I discussed this dilemma with David and we decided to sign her up for the Zoom class. My first thought when I found out about it was "this is not going to work for 3-6 year olds." Especially not mine. But, we thought maybe it is better to have some semblance of normal, even if it is not quite the normal she is used to. Maybe she will adapt to it. Class was to start on Monday at 11:30am. I mentioned it earlier in the morning and she expressed her frustration and desire not to do it. We went on a walk. I tried to explain how I knew this was not what she wanted but that it was the best we had to work with right then. We arrived home from our walk and she refused to change into her ballet clothes. I regretted signing her up for the Zoom class. I did not want this to become a point of frustration every Monday. David tried to encourage her to change clothes and participate. No go. We decided not to push it and just skipped the session. Maybe we will try again next week. Maybe not. Either way, my heart is just so sad for her. For all of the little dancers. For all of the kiddos mourning the loss of their normal routines, for those who found safety and joy in those routines. This is a sad time. We are adapting, adjusting. Slowly but surely. No one knows exactly how long this will last or how long it will take to recover. No one knows exactly what the new normal will look like when the dust settles.

What does our "new normal" look like right now? More TV than usual for Bina. Disney+ family movie nights. Scooters in the kitchen. Toys strewn about the house. Mommy losing her mind about said toys. Lots and lots of baking: brownies, muffins, cake, cookies. Bina constantly asking to just be with me; to do things together as a family. More vacuuming than usual. Lots of stroller walks. Happy dogs getting more exercise than they have gotten in years. Hearts painted on windows. Chalk drawings on the driveway. Sadness over the loss of our ability to leave the house and interact with other humans. Great excitement when we encounter neighbors on walks and can talk from six feet away. Almost daily FaceTime with my mom. Marco Polo with a group of mamas from my Mothers of Preschoolers group. Zoom for Bible Study Fellowship and my Friday Morning Mamas group. Video counseling. I check the news, WXYZ Detroit, NPR, and BBC. I listen to New York Governor Andrew Cuomo's briefings. I listen to podcasts while washing dishes or doing laundry. I listen to Brene Brown's new podcast, Unlocking Us. I started listening to the Pantsuit Politics podcast again. Lots of ups and downs. Lots of rupture and repair. More frustration and more grief and loss. Uncertainty. Fear of the unknown. Fear of going to the store to buy groceries, risking exposure. And all the while, little glimpses of the kindness of God.

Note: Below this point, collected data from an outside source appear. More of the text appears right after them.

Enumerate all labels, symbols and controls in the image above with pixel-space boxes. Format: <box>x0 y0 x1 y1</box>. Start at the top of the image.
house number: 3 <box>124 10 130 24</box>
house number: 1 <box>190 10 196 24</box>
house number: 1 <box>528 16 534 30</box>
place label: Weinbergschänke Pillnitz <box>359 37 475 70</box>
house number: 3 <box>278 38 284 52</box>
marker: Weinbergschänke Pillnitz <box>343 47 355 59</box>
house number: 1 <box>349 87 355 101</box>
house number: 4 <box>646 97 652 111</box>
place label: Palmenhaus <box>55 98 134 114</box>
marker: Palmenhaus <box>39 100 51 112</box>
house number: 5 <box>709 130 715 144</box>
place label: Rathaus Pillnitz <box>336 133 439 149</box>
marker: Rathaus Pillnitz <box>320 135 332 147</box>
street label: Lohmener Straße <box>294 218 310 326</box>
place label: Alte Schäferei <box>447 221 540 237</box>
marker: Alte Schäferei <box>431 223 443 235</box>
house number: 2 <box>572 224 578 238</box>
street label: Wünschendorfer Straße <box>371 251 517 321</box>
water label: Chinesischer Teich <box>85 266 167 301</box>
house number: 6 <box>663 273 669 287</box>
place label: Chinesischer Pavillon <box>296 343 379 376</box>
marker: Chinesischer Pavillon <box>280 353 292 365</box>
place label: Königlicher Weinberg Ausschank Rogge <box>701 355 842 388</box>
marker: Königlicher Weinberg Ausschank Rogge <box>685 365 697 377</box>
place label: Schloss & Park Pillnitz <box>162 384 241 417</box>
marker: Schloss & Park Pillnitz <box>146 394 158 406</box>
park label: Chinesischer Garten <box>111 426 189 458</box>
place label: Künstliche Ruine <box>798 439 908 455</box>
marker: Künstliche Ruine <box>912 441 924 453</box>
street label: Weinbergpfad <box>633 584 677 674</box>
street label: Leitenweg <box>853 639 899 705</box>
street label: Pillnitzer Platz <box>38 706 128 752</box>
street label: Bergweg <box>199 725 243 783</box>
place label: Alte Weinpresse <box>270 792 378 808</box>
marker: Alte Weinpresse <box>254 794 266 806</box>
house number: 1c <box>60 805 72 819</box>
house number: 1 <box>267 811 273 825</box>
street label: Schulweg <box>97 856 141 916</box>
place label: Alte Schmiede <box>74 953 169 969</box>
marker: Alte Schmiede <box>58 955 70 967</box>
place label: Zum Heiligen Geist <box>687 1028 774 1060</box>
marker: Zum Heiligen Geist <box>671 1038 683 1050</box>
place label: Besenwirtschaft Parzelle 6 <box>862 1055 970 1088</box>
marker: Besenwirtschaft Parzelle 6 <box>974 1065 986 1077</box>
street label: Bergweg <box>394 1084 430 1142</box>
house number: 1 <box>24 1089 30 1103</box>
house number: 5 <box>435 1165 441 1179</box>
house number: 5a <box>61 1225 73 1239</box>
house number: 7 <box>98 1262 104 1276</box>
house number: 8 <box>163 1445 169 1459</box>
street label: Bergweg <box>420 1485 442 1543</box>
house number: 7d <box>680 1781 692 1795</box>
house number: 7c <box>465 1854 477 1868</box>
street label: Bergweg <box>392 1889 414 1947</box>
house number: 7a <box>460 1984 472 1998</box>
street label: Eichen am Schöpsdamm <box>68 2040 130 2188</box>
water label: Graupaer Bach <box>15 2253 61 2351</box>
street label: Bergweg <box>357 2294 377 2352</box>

We are at the beginning of week three of shelter-in-place. The girls and I are at the beginning of week four as our activities were cancelled when school was suspended and that happened a week before the shelter-in-place order was given. I have all the feelings about all of the things. Lots of frustration with the narcissistic actions of our president that trigger me from my own trauma that was unveiled in December. Knowing that narcissists will do whatever it takes to protect their image, their ego, is just terrifying at a time like this. It has been helpful to listen to Pantsuit Politics and learn about where the conspiracy theories floating around originate and how our government is setup to work on the federal and state level and what powers each category does and does not have. I like hearing the shout outs to government officials that are handling things well. I honestly had fear when our own governor went toe to toe with the president over obtaining essential supplies. He did not like her tone. Knowing what I know of narcissists, my fear wants her to just play his game. If you do not play the game, there could be dire consequences. Loss of life. And at the same time it is absolutely ludicrous to me that it is even possible that the president of this country could penalize a state because he did not like the way the state's governor spoke to him. What is this insane world we are living in? How did we get here? I totally resonated with this post on Instagram today:

Speaking of Instagram, anyone else struggling to distance themselves from their electronic devices and the news they hold? I feel like Paul in the Bible saying I do the things I do not want to do, and the things I want to do, I do not do. Or maybe it is the things I should not want to do, I do, and the things I should want to do, I do not do. I want all the Easter chocolate and I want to eat it all in one sitting. I want to sit on the couch and consume all the news, scroll through my Instagram feed and watch stories. I want to look at houses in Austin and in Tucson. Plan our escape from Michigan. I want to watch Heartland on Netflix and read books all day. I want an escape. I want out of here. Out of this. But I cannot escape, I cannot get out. And so, I go through the motions as best I can manage. I wash dishes endlessly because we are eating at home all the time and doing lots of baking. I wash and dry clothes and dump them into baskets that still sit for days as they used to until Bina runs out of pants or underwear or pjs. I vacuum and mop. I read the Big Picture Story Bible, less often than I intend. I offer up prayers to God with David, pleading for him to just show us the next right step. I nurse. And nurse. And nurse. And nurse. All day and all night. I wear the baby for nap two hours a day. I am wearing her as I type this. I bake with Bina. I paint storm doors and windows and door walls in bright colors to bring hope and joy. I provide art supplies for Bina to exercise her creativity and I try to exercise my own. I change diapers. I play outside with the girls. We walk. We snuggle. We are human. We are struggling. We are hanging on. The other day I texted two close friends that I had no motivation to do anything. Then I listed off the things I did that day and said well. I guess I am doing the things regardless. Could I be doing more? Sure. Always. Could I be doing less? Definitely. I am doing what I can and trying to exercise self-compassion and grace. We are in uncharted territory. All of us.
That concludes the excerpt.